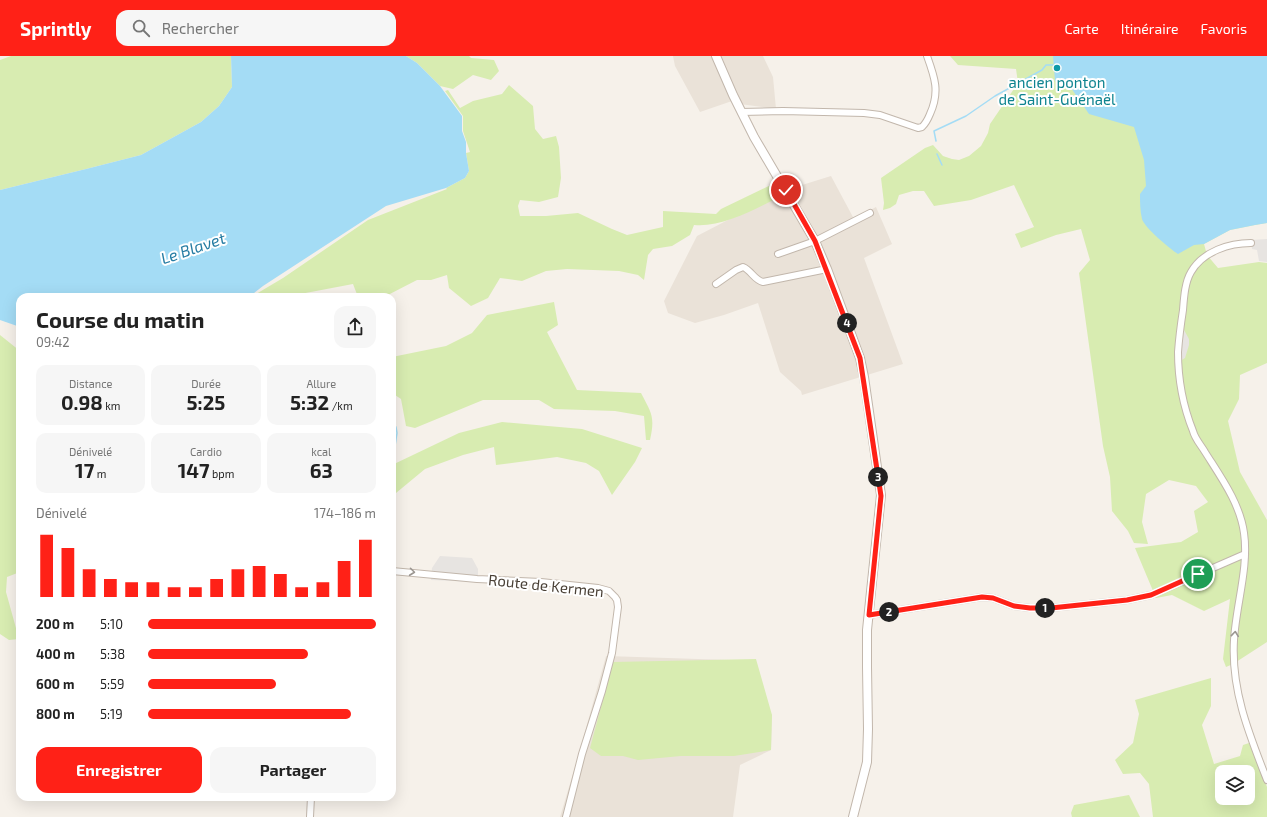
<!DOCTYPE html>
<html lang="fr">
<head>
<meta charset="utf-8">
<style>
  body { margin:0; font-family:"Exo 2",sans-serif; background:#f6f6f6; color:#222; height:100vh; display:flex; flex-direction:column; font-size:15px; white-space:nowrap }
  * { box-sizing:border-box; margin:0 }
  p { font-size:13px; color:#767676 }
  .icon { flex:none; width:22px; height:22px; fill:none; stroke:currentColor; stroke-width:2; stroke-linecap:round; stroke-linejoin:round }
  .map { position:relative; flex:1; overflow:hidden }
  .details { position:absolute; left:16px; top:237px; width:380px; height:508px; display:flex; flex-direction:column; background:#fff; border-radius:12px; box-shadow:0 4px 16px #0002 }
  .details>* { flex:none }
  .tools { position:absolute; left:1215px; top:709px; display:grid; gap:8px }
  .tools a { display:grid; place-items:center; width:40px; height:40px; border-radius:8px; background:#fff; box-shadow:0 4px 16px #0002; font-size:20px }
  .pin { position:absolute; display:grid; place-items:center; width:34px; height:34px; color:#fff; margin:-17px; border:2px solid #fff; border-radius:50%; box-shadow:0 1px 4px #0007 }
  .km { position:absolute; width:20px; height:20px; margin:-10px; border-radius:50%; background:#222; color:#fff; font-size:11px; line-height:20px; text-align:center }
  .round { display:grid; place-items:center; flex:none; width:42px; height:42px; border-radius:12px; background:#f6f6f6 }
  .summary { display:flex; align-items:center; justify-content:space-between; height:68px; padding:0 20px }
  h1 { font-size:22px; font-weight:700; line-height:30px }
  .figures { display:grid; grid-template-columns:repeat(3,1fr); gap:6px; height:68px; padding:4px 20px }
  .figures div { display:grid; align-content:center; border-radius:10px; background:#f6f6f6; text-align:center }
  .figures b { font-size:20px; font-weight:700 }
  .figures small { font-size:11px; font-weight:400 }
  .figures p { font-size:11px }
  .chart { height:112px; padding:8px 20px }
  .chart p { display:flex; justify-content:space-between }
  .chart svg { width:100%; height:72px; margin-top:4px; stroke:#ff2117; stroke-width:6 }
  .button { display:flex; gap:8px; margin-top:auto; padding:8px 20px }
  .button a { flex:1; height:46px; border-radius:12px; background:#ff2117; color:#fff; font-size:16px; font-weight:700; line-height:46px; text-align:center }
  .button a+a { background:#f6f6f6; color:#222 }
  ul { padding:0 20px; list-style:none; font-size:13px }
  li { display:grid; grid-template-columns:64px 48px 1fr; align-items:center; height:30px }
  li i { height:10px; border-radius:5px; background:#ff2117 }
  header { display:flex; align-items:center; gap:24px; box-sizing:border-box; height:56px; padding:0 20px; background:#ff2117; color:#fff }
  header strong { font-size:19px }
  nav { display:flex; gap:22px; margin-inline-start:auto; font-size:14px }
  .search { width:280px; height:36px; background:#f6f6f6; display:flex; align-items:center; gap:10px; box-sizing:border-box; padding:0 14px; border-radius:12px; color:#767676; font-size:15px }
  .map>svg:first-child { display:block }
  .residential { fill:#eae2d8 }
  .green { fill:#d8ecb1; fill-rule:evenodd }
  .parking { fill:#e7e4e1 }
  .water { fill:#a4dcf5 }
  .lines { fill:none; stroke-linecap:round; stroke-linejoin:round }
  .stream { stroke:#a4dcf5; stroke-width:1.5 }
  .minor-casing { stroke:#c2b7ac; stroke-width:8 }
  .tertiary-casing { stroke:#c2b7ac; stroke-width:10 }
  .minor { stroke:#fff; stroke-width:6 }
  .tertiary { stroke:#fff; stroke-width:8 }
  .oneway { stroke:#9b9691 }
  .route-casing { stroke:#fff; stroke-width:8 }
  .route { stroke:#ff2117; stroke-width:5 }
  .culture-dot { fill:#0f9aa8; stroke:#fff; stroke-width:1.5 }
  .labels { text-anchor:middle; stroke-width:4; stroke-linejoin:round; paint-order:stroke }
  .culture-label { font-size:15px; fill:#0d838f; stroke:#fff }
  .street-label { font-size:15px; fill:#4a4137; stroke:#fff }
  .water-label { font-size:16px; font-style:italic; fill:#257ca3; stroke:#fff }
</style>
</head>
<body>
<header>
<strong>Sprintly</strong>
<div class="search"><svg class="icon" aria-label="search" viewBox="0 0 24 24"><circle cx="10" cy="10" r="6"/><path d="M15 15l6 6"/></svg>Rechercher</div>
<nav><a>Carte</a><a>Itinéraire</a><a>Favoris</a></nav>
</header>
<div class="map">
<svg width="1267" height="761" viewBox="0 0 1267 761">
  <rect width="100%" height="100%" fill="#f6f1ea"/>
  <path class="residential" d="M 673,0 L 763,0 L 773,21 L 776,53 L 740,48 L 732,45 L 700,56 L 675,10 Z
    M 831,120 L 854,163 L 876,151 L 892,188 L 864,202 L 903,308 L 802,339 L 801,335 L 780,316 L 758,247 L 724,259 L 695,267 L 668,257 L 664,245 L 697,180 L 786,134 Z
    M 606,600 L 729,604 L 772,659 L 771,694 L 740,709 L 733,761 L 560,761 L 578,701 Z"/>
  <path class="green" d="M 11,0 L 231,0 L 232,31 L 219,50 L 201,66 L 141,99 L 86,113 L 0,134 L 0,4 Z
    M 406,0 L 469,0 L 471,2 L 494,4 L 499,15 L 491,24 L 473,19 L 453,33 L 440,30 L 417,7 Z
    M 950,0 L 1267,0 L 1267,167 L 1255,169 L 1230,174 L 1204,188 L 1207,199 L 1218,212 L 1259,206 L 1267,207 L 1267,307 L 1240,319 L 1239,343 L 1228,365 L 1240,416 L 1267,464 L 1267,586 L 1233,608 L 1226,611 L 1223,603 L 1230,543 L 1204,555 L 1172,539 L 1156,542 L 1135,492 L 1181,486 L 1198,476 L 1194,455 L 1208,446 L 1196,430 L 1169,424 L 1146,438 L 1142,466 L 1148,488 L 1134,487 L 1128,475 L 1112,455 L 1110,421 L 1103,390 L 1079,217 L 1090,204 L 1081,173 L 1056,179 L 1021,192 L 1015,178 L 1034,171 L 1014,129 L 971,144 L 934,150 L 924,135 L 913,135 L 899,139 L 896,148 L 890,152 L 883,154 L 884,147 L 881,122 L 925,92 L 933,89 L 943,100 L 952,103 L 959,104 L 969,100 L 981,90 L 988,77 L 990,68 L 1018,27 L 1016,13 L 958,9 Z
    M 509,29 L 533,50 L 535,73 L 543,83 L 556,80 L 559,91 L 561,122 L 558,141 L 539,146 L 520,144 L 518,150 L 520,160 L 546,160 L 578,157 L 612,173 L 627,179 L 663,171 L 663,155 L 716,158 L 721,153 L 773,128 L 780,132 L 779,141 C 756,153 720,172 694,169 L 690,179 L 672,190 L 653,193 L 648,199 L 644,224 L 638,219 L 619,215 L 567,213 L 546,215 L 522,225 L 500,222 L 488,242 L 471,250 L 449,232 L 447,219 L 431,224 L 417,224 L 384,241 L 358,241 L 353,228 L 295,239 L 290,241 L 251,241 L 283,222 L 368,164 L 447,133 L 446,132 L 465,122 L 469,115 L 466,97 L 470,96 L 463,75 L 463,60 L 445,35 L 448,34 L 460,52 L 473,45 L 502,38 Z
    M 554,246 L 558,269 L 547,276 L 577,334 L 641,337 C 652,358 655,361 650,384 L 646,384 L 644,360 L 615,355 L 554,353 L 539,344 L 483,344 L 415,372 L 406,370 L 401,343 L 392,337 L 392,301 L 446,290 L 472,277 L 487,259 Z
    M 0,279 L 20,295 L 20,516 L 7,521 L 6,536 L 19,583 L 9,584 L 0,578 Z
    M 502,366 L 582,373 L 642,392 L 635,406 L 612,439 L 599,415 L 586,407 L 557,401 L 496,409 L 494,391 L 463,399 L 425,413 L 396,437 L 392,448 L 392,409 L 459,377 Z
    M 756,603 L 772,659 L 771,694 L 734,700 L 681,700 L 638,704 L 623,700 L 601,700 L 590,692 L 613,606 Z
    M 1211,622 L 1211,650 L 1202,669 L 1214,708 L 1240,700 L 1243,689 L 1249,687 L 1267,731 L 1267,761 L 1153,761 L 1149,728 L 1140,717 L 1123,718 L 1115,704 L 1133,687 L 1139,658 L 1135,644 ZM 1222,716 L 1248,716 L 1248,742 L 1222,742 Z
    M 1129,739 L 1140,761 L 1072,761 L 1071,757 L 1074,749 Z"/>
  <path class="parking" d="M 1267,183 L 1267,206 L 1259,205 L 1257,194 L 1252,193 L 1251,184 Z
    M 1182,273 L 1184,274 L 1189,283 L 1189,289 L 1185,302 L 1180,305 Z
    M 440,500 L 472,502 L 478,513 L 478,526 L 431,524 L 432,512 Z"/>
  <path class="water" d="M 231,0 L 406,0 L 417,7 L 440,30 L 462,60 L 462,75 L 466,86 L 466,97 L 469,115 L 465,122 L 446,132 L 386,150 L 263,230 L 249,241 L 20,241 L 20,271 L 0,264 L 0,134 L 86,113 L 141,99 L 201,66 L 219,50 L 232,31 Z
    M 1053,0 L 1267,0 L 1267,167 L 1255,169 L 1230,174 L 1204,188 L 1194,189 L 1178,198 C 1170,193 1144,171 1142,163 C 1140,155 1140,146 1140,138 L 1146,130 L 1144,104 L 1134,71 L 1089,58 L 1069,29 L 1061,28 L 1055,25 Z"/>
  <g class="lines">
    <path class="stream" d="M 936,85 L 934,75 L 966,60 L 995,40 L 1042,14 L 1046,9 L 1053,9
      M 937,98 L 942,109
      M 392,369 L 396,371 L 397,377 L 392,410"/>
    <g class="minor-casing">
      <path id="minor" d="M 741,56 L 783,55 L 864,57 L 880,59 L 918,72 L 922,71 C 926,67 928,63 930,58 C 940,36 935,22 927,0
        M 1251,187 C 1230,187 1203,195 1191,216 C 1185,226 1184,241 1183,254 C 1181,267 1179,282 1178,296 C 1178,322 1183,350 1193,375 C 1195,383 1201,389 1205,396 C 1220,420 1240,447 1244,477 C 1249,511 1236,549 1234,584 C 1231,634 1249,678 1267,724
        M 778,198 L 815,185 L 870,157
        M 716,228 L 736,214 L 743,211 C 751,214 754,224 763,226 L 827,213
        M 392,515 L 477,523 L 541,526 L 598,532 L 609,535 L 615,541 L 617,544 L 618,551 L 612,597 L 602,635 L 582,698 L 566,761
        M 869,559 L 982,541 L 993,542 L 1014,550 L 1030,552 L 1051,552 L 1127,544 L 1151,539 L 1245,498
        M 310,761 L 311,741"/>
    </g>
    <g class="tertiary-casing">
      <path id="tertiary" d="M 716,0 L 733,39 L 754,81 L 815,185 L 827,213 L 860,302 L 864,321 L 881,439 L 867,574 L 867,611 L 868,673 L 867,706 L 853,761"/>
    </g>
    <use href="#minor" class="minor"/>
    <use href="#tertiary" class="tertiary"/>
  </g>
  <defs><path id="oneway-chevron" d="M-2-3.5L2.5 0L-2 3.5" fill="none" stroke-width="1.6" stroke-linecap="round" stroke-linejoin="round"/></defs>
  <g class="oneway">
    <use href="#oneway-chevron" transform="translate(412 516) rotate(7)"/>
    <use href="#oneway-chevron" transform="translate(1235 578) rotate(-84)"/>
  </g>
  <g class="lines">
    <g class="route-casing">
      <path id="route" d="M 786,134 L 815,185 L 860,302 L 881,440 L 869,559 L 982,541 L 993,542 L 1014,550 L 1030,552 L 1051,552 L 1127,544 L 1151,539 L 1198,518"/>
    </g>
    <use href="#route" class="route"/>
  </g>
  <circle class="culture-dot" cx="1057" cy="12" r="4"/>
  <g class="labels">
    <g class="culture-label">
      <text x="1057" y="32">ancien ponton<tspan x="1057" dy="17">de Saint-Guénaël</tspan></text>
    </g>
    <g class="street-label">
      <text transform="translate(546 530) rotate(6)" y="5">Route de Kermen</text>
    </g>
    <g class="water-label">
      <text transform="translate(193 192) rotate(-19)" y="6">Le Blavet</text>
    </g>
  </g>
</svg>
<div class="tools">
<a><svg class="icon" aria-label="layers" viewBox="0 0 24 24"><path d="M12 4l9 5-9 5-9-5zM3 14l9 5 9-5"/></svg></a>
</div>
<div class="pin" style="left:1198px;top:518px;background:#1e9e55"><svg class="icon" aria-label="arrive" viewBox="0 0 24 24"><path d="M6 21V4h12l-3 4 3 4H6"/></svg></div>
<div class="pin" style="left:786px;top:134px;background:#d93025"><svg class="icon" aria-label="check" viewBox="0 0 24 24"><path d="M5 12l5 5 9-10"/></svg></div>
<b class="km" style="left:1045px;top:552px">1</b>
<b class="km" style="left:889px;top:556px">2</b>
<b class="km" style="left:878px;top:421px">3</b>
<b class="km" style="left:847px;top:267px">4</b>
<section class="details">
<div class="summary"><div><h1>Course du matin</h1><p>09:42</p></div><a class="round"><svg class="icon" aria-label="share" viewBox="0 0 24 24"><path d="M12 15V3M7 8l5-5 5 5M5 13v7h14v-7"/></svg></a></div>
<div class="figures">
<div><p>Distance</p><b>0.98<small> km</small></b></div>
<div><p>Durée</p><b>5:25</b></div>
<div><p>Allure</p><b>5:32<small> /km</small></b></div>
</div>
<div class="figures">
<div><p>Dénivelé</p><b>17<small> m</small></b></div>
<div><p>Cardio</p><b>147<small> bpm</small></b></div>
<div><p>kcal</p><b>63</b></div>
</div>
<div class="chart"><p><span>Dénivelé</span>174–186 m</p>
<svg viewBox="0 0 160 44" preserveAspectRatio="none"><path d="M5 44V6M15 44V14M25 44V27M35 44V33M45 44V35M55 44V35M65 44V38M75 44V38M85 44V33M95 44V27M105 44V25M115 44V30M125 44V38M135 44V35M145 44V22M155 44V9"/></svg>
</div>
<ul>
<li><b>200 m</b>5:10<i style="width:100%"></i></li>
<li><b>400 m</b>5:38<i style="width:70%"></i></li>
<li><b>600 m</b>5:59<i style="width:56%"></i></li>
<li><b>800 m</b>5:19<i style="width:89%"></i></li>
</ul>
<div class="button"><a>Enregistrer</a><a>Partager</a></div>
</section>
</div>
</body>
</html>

--*--

→ Assignment:
Set down exactly the lines running from the beginning of the entries above to the line that contains "display:flex; align-items:center; justify-content:space-between;", including both, and leave out pictures.

→ Problem solution:
<!DOCTYPE html>
<html lang="fr">
<head>
<meta charset="utf-8">
<style>
  body { margin:0; font-family:"Exo 2",sans-serif; background:#f6f6f6; color:#222; height:100vh; display:flex; flex-direction:column; font-size:15px; white-space:nowrap }
  * { box-sizing:border-box; margin:0 }
  p { font-size:13px; color:#767676 }
  .icon { flex:none; width:22px; height:22px; fill:none; stroke:currentColor; stroke-width:2; stroke-linecap:round; stroke-linejoin:round }
  .map { position:relative; flex:1; overflow:hidden }
  .details { position:absolute; left:16px; top:237px; width:380px; height:508px; display:flex; flex-direction:column; background:#fff; border-radius:12px; box-shadow:0 4px 16px #0002 }
  .details>* { flex:none }
  .tools { position:absolute; left:1215px; top:709px; display:grid; gap:8px }
  .tools a { display:grid; place-items:center; width:40px; height:40px; border-radius:8px; background:#fff; box-shadow:0 4px 16px #0002; font-size:20px }
  .pin { position:absolute; display:grid; place-items:center; width:34px; height:34px; color:#fff; margin:-17px; border:2px solid #fff; border-radius:50%; box-shadow:0 1px 4px #0007 }
  .km { position:absolute; width:20px; height:20px; margin:-10px; border-radius:50%; background:#222; color:#fff; font-size:11px; line-height:20px; text-align:center }
  .round { display:grid; place-items:center; flex:none; width:42px; height:42px; border-radius:12px; background:#f6f6f6 }
  .summary { display:flex; align-items:center; justify-content:space-between; height:68px; padding:0 20px }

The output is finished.